素材の記憶が確かならば、2000年前にダンジョンに取り込まれた人間だ。家族や友人、周囲の人々にそれなりに愛されて、体が弱いなりに懸命に生きていた彼の、濃密な記憶が瞬間的に蘇ったのだ。
それを、俺は自分のものだと誤認してしまった。
本来ならばそんな誤解は起こりえない。他人の記憶なのだから、困惑こそすれ自分のものと思いはしないだろう。
けれど俺は『泥木の王』だ。自我も意識もない、からっぽの何か。自分と定義できるものが何もない器だったからこそ、蘇った鮮やかなそれにすべてを明け渡してしまった。
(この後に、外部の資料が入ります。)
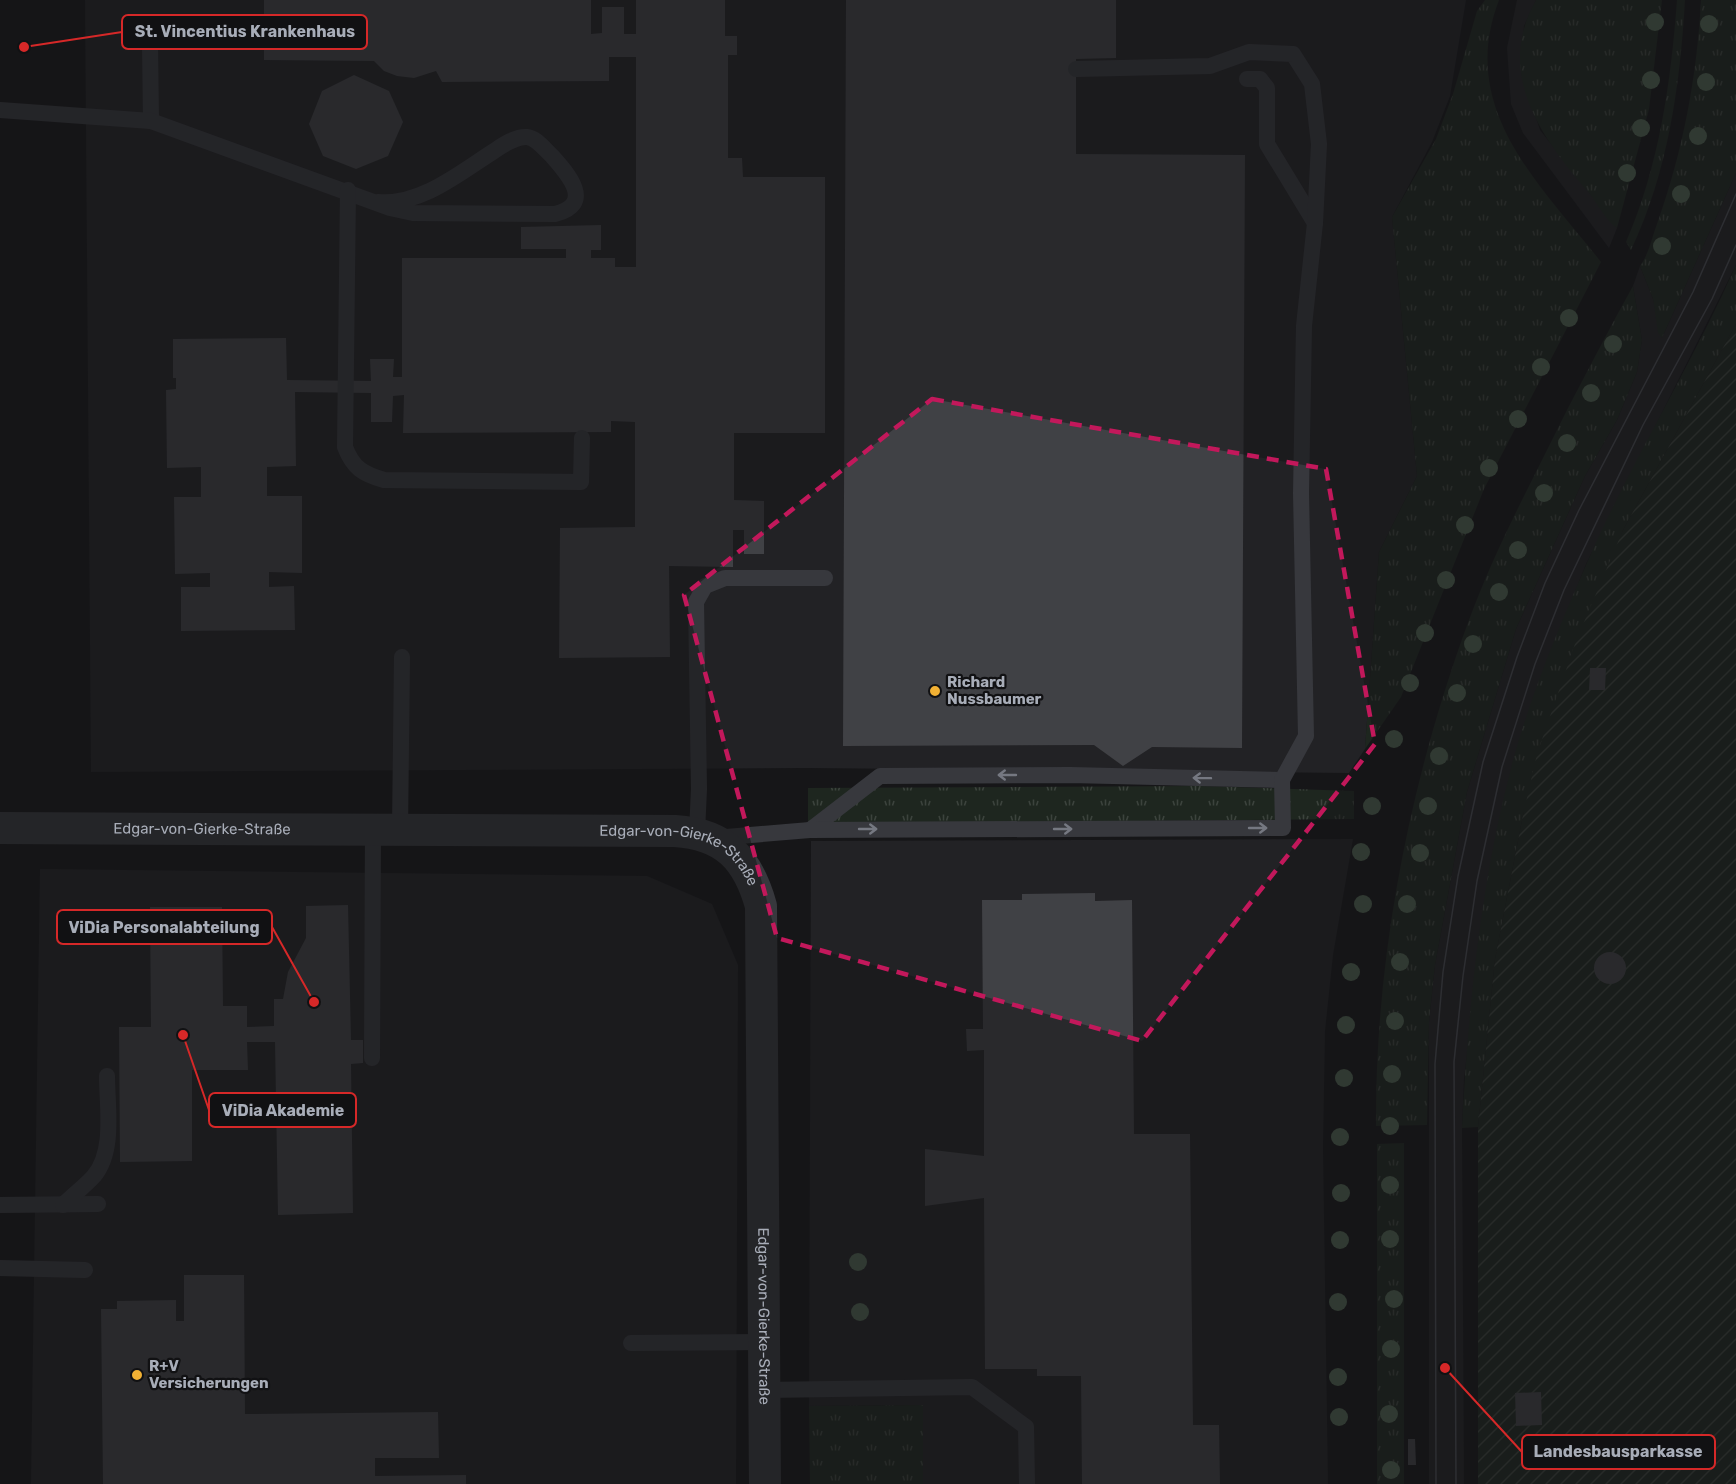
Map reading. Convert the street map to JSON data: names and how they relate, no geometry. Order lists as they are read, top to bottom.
{
  "streets": {
    "street": ["Edgar-von-Gierke-Straße"]
  },
  "places": [
    "St. Vincentius Krankenhaus",
    "Richard Nussbaumer",
    "ViDia Personalabteilung",
    "ViDia Akademie",
    "Landesbausparkasse",
    "R+V Versicherungen"
  ]
}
そう、結局のところ、俺に「人間だった過去」は存在しないのだ。
兄や父に対する憧憬も、家族への想いも、近所の子供たちへの微笑ましい気持ちも。
すべて2000年前に死んだ『俺』のものであり、俺の感情ではない。
こうして思考している俺もまた、『俺』の記憶に基づくもの。
では、俺は何なのか。
『俺』の記憶を得てからこちら、頑なに自分を人間だと思い込んでいた俺は。
「……笑い話にもならないな」
思わず零した自嘲の声は、広い空間にぽつんと落ちた。
頭の中は変わらず煩いが、現実はなんの物音もしない静寂が広がっている。
周囲には、盛り上がった土と炭化した何かが転がっているだけで、動くモノはない。生きているものも、生きていないものも、何も。
ここに残されているのは、2000年前の人間の記憶を持っているだけの、正真正銘のモンスターだけだった。
ああ本当に。
これが悪い夢ならばよかったのに。
推敲するうちに長くなってしまったので、半分くらいに調整……。